The Los Angeles Times reports,
A demonstration project in Illinois is the first in the U.S. to begin pumping over a million metric tons of man-made liquid CO2 into permanent underground storage. The Midwest Geological Sequestration Consortium announced this week that its project in Decatur, Ill., had begun injecting carbon dioxide into sandstone formations 7,000 feet below ground.
Carbon dioxide capture and sequestration is a key strategy for combating the industrial emissions that contribute to global warming. In this case, the carbon dioxide is a byproduct of ethanol production in a nearby plant run by Archer Daniels Midland.

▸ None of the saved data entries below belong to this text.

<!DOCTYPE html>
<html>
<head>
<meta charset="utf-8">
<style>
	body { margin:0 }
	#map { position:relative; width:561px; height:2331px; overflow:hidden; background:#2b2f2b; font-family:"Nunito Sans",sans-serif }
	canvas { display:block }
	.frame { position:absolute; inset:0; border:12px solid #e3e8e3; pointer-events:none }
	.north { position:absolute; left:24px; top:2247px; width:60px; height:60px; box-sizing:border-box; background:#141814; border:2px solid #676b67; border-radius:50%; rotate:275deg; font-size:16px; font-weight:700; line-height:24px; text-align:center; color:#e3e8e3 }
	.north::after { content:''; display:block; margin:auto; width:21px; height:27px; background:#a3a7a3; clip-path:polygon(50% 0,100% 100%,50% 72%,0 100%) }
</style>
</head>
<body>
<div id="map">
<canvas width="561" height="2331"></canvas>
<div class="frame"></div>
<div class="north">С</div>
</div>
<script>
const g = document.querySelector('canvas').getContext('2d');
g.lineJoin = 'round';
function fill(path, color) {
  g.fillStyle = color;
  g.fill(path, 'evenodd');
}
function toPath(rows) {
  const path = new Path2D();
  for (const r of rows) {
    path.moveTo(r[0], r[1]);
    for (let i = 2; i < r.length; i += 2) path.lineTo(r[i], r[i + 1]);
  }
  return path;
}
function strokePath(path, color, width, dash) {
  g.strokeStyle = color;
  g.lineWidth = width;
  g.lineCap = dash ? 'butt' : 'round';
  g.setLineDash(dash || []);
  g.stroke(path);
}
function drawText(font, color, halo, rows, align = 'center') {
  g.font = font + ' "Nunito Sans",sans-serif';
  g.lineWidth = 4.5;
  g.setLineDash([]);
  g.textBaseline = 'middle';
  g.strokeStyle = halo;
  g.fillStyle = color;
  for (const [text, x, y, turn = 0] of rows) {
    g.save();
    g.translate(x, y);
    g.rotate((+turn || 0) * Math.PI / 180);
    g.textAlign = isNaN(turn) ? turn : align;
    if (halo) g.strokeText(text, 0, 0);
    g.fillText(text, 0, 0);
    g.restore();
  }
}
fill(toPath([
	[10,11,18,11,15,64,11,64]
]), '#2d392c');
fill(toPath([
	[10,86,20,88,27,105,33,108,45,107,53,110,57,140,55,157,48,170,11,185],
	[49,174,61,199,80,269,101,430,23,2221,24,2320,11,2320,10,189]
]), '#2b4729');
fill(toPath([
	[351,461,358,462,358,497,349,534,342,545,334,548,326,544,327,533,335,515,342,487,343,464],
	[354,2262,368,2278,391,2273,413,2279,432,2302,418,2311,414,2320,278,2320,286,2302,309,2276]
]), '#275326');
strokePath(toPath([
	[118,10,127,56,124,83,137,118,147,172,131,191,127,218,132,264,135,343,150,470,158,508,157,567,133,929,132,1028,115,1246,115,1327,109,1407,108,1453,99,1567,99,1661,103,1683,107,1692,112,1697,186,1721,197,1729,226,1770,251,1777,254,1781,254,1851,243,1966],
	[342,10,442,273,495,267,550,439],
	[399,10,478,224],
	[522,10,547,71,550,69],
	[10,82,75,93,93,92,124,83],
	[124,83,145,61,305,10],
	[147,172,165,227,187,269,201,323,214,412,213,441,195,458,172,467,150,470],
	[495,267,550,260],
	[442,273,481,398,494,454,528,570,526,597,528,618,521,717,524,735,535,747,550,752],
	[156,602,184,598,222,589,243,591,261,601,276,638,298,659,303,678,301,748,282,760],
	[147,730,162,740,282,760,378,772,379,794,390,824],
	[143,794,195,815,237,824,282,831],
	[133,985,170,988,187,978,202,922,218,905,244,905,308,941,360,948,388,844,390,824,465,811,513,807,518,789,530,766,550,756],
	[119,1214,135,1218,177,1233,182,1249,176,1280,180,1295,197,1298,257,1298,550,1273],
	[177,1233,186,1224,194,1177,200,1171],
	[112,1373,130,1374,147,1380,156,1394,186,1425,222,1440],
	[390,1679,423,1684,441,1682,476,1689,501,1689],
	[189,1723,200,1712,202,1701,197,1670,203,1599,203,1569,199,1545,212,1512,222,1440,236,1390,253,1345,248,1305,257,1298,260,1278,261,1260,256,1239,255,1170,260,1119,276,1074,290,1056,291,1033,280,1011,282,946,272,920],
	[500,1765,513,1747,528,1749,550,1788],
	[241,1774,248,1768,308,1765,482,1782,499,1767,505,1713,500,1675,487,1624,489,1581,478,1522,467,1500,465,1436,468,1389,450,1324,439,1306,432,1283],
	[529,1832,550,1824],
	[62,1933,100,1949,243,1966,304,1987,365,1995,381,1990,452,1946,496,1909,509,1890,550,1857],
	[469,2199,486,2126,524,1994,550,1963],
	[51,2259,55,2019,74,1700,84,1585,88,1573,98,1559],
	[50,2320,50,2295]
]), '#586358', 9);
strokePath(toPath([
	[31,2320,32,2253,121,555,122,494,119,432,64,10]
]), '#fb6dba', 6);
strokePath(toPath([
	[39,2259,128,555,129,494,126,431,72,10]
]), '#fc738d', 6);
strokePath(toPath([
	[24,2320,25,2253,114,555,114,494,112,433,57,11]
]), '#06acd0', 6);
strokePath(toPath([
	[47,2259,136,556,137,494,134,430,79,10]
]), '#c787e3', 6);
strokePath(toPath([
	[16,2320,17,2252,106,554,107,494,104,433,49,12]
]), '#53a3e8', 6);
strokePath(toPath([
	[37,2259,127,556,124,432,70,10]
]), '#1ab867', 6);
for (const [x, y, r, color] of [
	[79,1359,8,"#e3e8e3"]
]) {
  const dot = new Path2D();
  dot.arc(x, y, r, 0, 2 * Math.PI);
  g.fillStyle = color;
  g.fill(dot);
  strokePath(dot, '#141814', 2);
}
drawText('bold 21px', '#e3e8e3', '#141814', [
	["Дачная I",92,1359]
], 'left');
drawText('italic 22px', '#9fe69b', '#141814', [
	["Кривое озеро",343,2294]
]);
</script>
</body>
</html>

The project is a joint project by the University of Illinois, ADM and the U.S. Department of Energy Office of Fossil Energy.
Robert J. Finley, leader of the project and director of the Advanced Energy Technology Initiative at the University of Illinois, was excited to talk about it, saying: “In the Midwest, and specifically here in Illinois, we’re beginning to document that the geology is very suitable for the storage of carbon. The production of biofuels from crop products can be a very effective way to reduce the carbon footprint of our liquid fuels because you’re taking that liquid CO2 and putting it in the ground.”
Making ethanol, then, becomes a carbon pump. Plants such as corn fix CO2 that is taken from the air. Then, during the production of ethanol for fuel, the CO2 is released and captured, dehydrated and compressed into a liquid, then run through a short pipeline and directly into the ground.
Finley points out that, as a demonstration project, working with an ethanol plant has distinct advantages. With a coal-fired power plant, for example, much of the expense of a sequestration project involves separating the CO2 from the other gases in the smokestack emissions, which are about 12% to 14% carbon dioxide. The fermentation tanks in ethanol production, however, produce about 99.9% carbon dioxide, which is then easily gathered at low cost at the rate of about 1,000 metric tons per day…
1,000 tons per day is about is about 0.0012% of annual manmade emissions. No word on the cost of this extravagance to taxpayers who are paying for this nonsense.